SALONE CHE PASSIONE! Che quest’anno il Salone di Milano offra un bel concentrato di novità è sotto gli occhi di tutti. Il rischio, semmai, è che stand minori - almeno quanto a dimensioni - possano venire trascurati, anche se interessanti tanto quanto (se non di più) gli stand delle Case più blasonate. È il caso, ad esempio, dello stand di Massimo Pierobon, telaista numero uno in Italia e nella top five a livello mondiale, che a EICMA ha portato una novità succulenta: si chiama Pierobon 1199 Tellis Frame, ed è un telaio a traliccio per la Ducati 1199 Panigale. Un mero esercizio di stile? Nient'affatto.

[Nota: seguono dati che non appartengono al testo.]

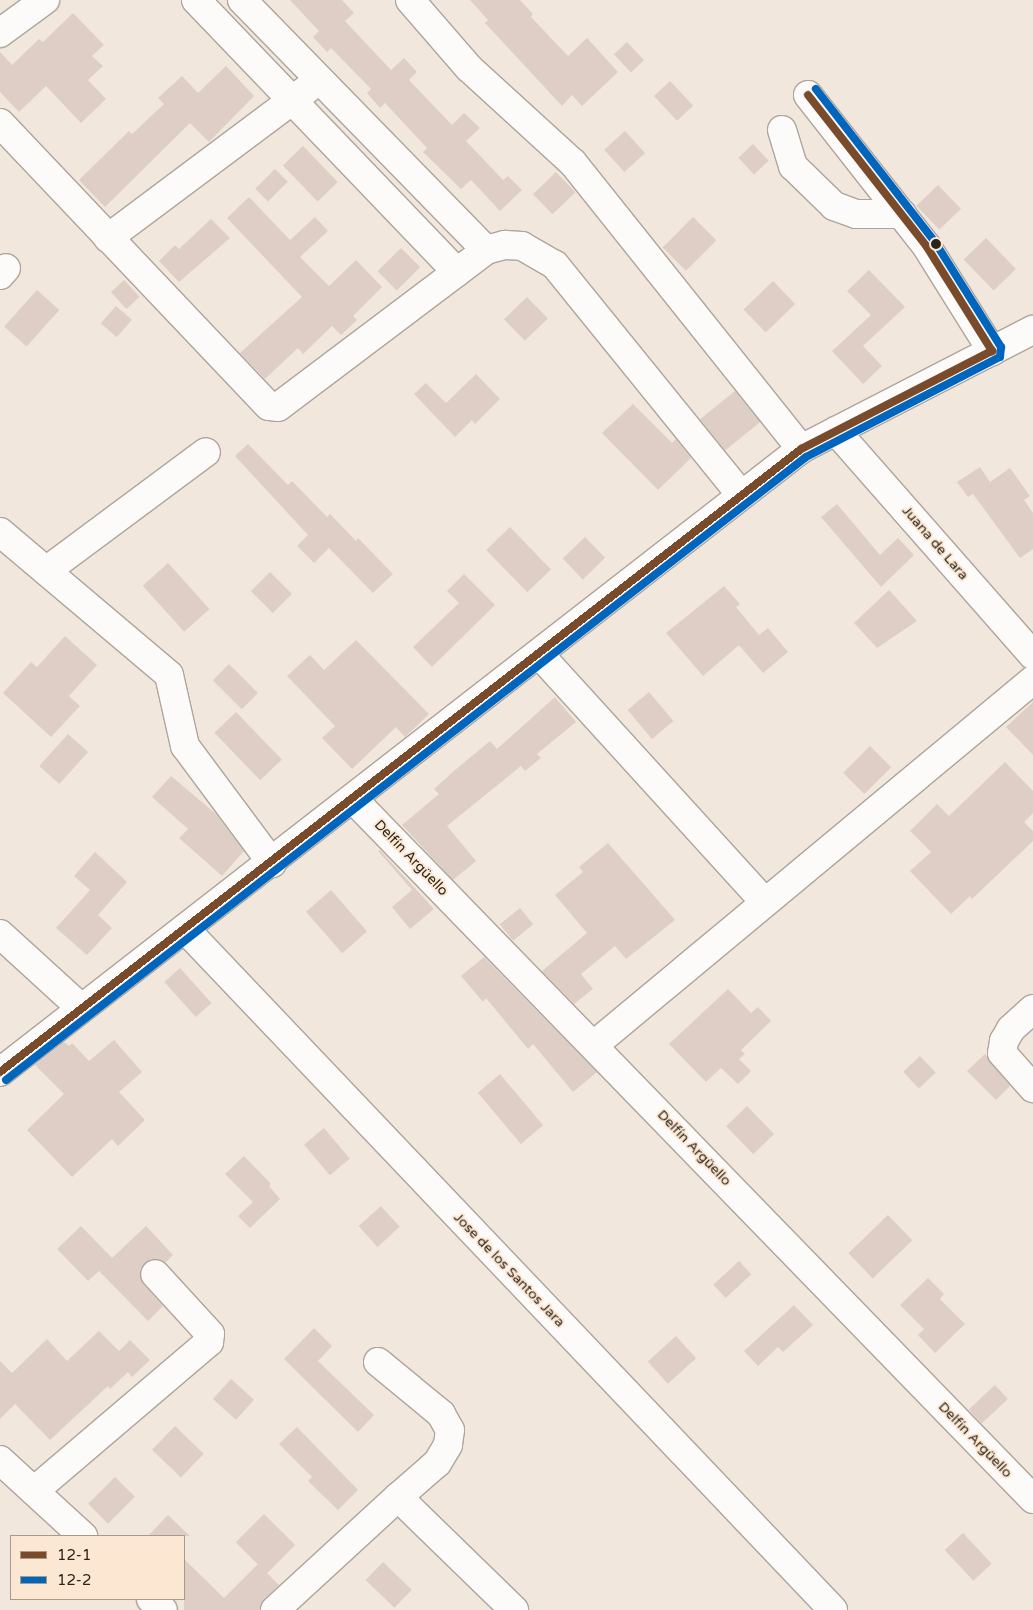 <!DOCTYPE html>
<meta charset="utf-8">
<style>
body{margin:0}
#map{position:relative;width:1033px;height:1610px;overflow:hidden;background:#f2e7dc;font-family:"Varela Round",sans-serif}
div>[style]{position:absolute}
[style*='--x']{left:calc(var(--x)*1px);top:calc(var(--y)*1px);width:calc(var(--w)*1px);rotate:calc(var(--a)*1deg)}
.building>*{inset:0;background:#dfcec6;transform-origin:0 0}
.roads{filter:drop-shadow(1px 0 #ada59c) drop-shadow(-1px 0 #ada59c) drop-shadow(0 1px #ada59c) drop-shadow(0 -1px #ada59c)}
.minor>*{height:28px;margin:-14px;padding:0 14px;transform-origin:14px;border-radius:14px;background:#fdfbfa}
.major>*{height:28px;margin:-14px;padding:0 14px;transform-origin:14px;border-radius:14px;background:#fdfbfa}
.bus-1>*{height:8px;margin:-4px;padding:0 4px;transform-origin:4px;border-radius:4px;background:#7a4b2a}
.bus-2>*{height:8px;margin:-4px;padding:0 4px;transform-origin:4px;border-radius:4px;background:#0065bd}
.dots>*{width:14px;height:14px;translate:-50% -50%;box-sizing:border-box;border:2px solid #fce8d2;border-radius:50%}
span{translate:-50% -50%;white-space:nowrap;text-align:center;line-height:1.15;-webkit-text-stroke:4px #fce8d2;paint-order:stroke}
.street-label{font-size:14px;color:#2b241c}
.legend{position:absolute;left:10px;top:1535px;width:175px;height:65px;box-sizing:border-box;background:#fce8d2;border:1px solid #a89a89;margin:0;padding:6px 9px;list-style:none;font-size:15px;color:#2b241c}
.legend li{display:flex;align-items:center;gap:10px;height:25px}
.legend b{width:25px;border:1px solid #a89a89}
</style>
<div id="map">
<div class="building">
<i style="clip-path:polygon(290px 0,342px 0,354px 13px,345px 21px,391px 70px,404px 58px,417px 72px,409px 80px,452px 125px,464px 113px,480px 128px,466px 141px,503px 180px,508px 176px,522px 190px,500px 211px,471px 180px,461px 189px,423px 152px,427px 148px,385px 103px,380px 108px,367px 93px,371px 89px,331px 48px,327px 52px,313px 37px,319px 31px)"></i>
<i style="clip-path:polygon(470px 0,520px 0,533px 14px,531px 17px,568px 56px,587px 38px,618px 72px,582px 106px,572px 95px,562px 106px,485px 23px,488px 20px)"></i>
<i style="clip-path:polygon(73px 13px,104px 45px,92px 56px,103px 66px,88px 80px,106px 99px,81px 123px,46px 86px,19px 112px,0 92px,0 52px,12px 65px,39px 39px,43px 42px)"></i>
<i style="left:627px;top:42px;width:25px;height:18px;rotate:47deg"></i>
<i style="clip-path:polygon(226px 66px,254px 96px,209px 142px,190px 123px,105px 207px,79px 180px,129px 131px,132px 134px,164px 104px,158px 98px,182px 76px,198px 93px)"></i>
<i style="left:670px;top:81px;width:34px;height:22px;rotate:47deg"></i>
<i style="left:625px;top:131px;width:30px;height:28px;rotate:48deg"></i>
<i style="left:753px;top:144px;width:23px;height:20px;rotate:47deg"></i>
<i style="left:303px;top:146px;width:50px;height:28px;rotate:46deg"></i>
<i style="left:275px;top:169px;width:18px;height:28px;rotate:45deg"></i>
<i style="left:556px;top:172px;width:28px;height:32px;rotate:46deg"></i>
<i style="left:938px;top:185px;width:33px;height:30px;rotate:46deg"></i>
<i style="clip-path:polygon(249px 197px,290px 240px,315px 217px,328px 231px,300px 257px,329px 286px,356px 260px,382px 287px,353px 316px,357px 320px,341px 335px,332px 326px,303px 354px,298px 348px,265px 379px,240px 353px,302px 297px,227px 218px)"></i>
<i style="left:693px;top:217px;width:33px;height:43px;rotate:45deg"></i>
<i style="clip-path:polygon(211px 219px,230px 238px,179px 282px,159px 261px,175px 245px,179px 249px)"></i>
<i style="left:986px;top:238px;width:43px;height:31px;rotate:46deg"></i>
<i style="left:401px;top:248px;width:27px;height:33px;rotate:45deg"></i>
<i style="clip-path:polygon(869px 270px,905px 307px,863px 346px,882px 366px,863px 384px,832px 351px,871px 315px,847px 291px)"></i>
<i style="left:124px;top:280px;width:23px;height:18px;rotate:47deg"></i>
<i style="left:773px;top:281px;width:32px;height:41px;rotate:46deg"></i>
<i style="left:37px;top:290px;width:30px;height:49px;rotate:42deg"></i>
<i style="left:527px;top:297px;width:30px;height:32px;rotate:46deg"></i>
<i style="left:116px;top:306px;width:21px;height:23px;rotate:41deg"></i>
<i style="clip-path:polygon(476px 374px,500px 399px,475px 424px,472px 420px,455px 437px,414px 394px,426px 383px,446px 403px)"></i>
<i style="left:735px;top:391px;width:40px;height:45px;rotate:51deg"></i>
<i style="clip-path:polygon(633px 404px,672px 443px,676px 439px,691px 458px,658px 490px,602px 433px)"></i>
<i style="clip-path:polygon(248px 444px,288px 485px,292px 481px,327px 517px,330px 514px,356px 541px,358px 538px,393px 574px,373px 593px,329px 548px,314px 563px,297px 546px,308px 535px,235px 456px)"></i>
<i style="clip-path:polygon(980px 467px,990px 482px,1010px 468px,1030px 496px,1024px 500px,1033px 513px,1033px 549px,1020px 558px,973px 494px,968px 497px,957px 482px)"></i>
<i style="clip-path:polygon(837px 504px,880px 555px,898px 538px,914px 555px,881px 587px,821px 517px)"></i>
<i style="left:510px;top:527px;width:59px;height:33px;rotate:46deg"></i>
<i style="left:585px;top:537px;width:29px;height:31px;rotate:46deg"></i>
<i style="left:168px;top:563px;width:62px;height:34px;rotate:48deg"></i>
<i style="left:270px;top:572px;width:31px;height:27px;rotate:45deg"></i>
<i style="clip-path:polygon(464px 574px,495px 605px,432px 667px,413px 647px,459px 603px,447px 591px)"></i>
<i style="clip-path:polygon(724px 586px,740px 604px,736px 607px,759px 635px,768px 628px,788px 652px,763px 673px,739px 645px,703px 676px,666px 633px)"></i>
<i style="clip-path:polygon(889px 590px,917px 621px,877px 648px,854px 623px)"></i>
<i style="clip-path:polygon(65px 636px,97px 665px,69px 696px,80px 706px,51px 737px,3px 693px,31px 662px,37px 667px)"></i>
<i style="clip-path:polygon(356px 640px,429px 714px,405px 737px,396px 727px,352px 769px,322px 738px,335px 726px,287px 676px,310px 655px,324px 670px)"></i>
<i style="left:229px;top:664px;width:41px;height:23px;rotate:45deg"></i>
<i style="left:649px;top:692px;width:38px;height:28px;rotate:50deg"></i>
<i style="clip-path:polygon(555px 697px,576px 722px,537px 754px,541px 758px,525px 771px,521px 766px,447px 826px,476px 861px,453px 880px,402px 825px,439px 794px,434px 789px,455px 770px,490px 741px,497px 749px)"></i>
<i style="clip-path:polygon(1033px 702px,1033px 755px,1006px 727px)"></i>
<i style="left:236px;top:712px;width:66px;height:30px;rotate:46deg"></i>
<i style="left:68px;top:734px;width:27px;height:43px;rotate:42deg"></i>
<i style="left:870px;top:746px;width:30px;height:38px;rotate:45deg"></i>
<i style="clip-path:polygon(1005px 762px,1033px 791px,1033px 813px,1024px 822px,1033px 831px,1033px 841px,972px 899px,970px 896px,951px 914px,910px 871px,931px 852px,910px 831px,937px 804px,949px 816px)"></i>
<i style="clip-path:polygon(171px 776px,216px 814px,244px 851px,222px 876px,179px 838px,188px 829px,152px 797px)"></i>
<i style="clip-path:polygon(608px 843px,675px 920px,626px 959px,615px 946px,581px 974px,593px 989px,574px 1004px,542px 971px,587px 933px,555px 895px,583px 872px,579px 867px)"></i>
<i style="clip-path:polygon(380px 850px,434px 909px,410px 929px,392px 907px,412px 890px,378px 851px)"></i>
<i style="clip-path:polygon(95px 852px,127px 882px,98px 915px,112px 928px,87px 955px,56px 928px,90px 890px,74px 876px)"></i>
<i style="left:331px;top:890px;width:55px;height:33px;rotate:49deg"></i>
<i style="left:520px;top:908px;width:21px;height:26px;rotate:51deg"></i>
<i style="clip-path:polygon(484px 957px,597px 1072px,573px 1092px,533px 1044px,528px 1049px,486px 998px,483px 1002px,461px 976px)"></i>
<i style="left:180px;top:968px;width:47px;height:21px;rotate:48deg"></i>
<i style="clip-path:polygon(728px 989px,751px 1013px,758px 1007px,771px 1021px,741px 1050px,745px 1054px,739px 1059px,751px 1071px,738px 1084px,721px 1068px,706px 1082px,669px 1044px)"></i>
<i style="clip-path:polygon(114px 1040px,142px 1072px,119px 1092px,145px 1120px,118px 1146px,112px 1139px,72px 1177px,27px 1130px,64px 1094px,35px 1065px,64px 1042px,69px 1046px,72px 1043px,89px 1061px)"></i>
<i style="clip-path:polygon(985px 1054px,1010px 1086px,996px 1100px,967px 1071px)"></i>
<i style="left:920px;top:1056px;width:23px;height:23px;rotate:47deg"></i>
<i style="left:500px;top:1074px;width:67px;height:29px;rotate:50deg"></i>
<i style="left:747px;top:1106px;width:39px;height:29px;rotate:46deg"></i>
<i style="left:324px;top:1128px;width:40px;height:26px;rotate:50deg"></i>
<i style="clip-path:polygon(244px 1156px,271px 1184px,269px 1186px,280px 1199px,250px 1228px,238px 1216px,253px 1202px,225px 1174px)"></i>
<i style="left:381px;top:1206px;width:28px;height:30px;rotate:48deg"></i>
<i style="left:888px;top:1215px;width:35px;height:55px;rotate:46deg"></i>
<i style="clip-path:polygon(81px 1226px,112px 1258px,146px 1226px,173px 1255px,165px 1263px,151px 1259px,140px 1269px,143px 1284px,163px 1306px,148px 1321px,99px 1271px,88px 1281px,57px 1249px)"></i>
<i style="left:739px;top:1261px;width:18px;height:35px;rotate:47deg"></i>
<i style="clip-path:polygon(928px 1278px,944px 1294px,940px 1299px,965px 1324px,935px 1353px,918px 1335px,924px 1329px,900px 1305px)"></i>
<i style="clip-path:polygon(794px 1305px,813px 1325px,783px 1352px,778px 1347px,758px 1366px,744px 1351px)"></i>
<i style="clip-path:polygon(314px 1328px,332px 1346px,318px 1361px,374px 1415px,358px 1432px,284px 1359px)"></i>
<i style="clip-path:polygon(99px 1331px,119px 1351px,130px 1340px,150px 1360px,132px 1377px,128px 1372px,110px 1389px,108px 1386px,50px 1440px,15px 1404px,0 1419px,0 1361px,12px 1373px,47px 1339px,67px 1361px)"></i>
<i style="left:676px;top:1336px;width:30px;height:38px;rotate:48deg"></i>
<i style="left:231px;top:1379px;width:31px;height:27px;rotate:42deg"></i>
<i style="left:995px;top:1385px;width:19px;height:36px;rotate:47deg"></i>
<i style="left:175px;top:1426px;width:40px;height:33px;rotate:44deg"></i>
<i style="clip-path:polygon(297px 1427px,358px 1490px,338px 1510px,308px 1481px,312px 1477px,279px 1444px)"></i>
<i style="left:115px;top:1477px;width:28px;height:38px;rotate:45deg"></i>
<i style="left:264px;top:1514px;width:44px;height:40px;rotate:45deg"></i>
<i style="clip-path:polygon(168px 1515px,190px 1536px,148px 1536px)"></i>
<i style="left:963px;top:1533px;width:42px;height:25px;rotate:47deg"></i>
<i style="clip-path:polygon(184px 1559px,224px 1598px,258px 1564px,279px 1585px,264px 1599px,260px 1610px,184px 1610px)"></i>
<i style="left:383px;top:1562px;width:40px;height:25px;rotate:44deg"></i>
</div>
<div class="roads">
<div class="minor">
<i style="--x:196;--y:0;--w:377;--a:46.2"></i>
<i style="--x:242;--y:0;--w:349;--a:45.7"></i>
<i style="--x:410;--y:0;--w:90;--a:49.1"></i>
<i style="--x:469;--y:68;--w:141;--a:42.4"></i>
<i style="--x:573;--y:163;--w:366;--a:51.4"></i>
<i style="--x:0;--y:33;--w:56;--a:-36.3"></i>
<i style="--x:808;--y:95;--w:193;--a:51.9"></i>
<i style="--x:927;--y:247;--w:123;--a:58"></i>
<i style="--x:0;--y:123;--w:390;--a:46.5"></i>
<i style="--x:269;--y:406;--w:9;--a:6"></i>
<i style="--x:278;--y:407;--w:261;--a:-37"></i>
<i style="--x:486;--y:250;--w:20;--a:-15"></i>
<i style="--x:505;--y:245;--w:17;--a:3"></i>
<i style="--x:522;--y:246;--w:38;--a:30"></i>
<i style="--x:555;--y:265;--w:296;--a:51"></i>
<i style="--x:782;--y:130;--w:38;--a:73"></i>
<i style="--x:793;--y:166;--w:57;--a:44.3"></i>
<i style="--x:834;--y:206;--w:23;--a:20"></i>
<i style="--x:856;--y:214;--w:46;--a:0"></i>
<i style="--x:108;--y:238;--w:249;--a:-36.8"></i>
<i style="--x:0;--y:275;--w:9;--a:-49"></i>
<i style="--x:836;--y:431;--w:298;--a:48.7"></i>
<i style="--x:0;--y:532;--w:221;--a:40.2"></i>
<i style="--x:169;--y:675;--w:73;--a:77.3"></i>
<i style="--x:185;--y:746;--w:146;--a:53.4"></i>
<i style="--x:46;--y:571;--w:199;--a:-36.6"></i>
<i style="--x:539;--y:654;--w:334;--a:47.7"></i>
<i style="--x:353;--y:799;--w:976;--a:45.83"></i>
<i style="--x:185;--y:929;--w:940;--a:46.42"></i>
<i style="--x:0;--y:934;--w:110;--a:42.4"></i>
<i style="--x:1033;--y:1009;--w:30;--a:138"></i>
<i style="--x:1011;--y:1029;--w:14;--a:120"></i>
<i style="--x:1004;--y:1041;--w:12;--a:99"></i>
<i style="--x:1002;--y:1053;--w:47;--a:48.5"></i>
<i style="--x:594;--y:1045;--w:571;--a:-39.74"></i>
<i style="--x:378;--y:1362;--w:82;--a:39.5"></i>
<i style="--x:441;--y:1414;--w:18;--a:61"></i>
<i style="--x:450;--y:1430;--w:15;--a:98"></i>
<i style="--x:448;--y:1445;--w:21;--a:121"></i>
<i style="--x:437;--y:1463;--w:52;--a:138.9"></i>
<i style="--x:0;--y:1460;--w:113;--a:42.5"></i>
<i style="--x:34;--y:1491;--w:230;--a:-40.4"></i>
<i style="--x:209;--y:1342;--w:8;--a:-83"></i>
<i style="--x:210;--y:1334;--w:81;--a:-132.5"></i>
<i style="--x:151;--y:1599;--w:16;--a:43"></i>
<i style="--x:275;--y:1610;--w:167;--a:-42.6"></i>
<i style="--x:398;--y:1497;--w:162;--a:44.2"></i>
</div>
<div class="major">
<i style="--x:0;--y:1072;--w:1015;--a:-37.87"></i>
<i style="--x:801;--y:449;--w:261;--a:-27.2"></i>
</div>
</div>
<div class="bus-1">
<i style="--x:808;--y:95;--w:193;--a:51.9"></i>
<i style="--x:927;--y:247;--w:123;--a:58"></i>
<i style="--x:0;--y:1072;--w:1015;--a:-37.87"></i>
<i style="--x:801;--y:449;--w:215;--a:-27.2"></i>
</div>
<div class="bus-2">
<i style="--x:6;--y:1080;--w:1014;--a:-37.91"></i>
<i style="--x:806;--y:457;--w:218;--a:-27.3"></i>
<i style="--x:1000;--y:357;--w:10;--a:-84"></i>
<i style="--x:1001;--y:347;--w:124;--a:-122.2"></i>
<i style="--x:935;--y:242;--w:194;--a:-127.9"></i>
</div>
<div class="dots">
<i style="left:936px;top:244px;background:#2b241c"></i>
</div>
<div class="street-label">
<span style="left:935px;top:543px;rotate:49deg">Juana de Lara</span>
<span style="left:411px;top:858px;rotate:46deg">Delfín Argüello</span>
<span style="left:694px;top:1148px;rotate:46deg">Delfín Argüello</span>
<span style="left:509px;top:1270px;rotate:46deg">Jose de los Santos Jara</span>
<span style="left:975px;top:1440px;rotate:46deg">Delfín Argüello</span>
</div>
<ul class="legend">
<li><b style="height:6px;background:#7a4b2a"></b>12-1</li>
<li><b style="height:6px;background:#0065bd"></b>12-2</li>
</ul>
</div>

TECHNICAL FEATURE Il lavoro di sviluppo del Tellis Frame, da un punto di vista strettamente tecnico, non è stato così semplice: passare da un telaio “che non c’è”, e che funge anche da airbox, a un più "ducatista" traliccio in acciaio ha richiesto oltre 1.000 ore di lavoro al team di Pierobon. Uno dei problemi infatti è stato proprio dover rifare un airbox ad hoc. Problema comunque ampiamente risolto: la Panigale di Pierobon ha una cassa filtro di volume pari a quella che corre in SBK; niente più monoscocca quindi, ma un bel traliccio in acciaio con tubi a sezioni variabili, che tuttavia è ancora in fase di sviluppo. Uno degli obiettivi infatti è di non aumentare il peso della Panigale, pur potendo contare su doti ciclistiche migliori. Basti pensare che ora l’angolo del cannotto è regolabile. 

THE OTHERS Un altro grosso problema è insorto a causa del monoammortizzatore laterale, troppo sporgente, che ha chiesto un adattamento delle propaggini del telaio. Altre modifiche hanno riguardato il forcellone monobraccio, che per ora rimane originale ma presto sarà sostituito da un più convenzionale bibraccio. Come sulla Panigale standard, il forcellone è infulcrato direttamente al motore ma sulla Panigale di Pierobon è collegato anche al telaio, contribuendo renderla più stabile (giacché si aggiunge un grado di vincolo al telaio). Dulcis in fundo, ora la posizione del perno forcellone è regolabile. Procedendo con ordine, troviamo poi un nuovo telaietto posteriore in alluminio, non più infulcrato alla testa del cilindro ma direttamente al telaio. In generale, quindi, si può ben dire che il Tellis Frame scarica molte meno forze sul motore, che non deve più contribuire in maniera così determinante alla rigidità torsionale della moto.

FUTURE? Ma quale futuro avrà questo Pierobon 1199 Tellis Frame? In realtà mancano solo le ultime verifiche in pista, dopodiché potrà entrare direttamente in catena di montaggio, per poi essere venduto. E secondo quanto dichiarato dallo stesso Massimo Pierobon, gli obiettivi sono più che ambiziosi anche nei risultati in pista: grazie al Tellis Frame, dice, le Panigale così equipaggiate riusciranno a guadagnare un secondo al giro rispetto al tempo della moto ufficiale che corre in SBK, ma utilizzando un motore da Superstock… Sogno o realtà? Staremo a vedere. Intanto, complimenti a Massimo e al suo team per avere dimostrato anche in tempi come questi che noi italiani, quando vogliamo, sappiamo ancora fare la differenza.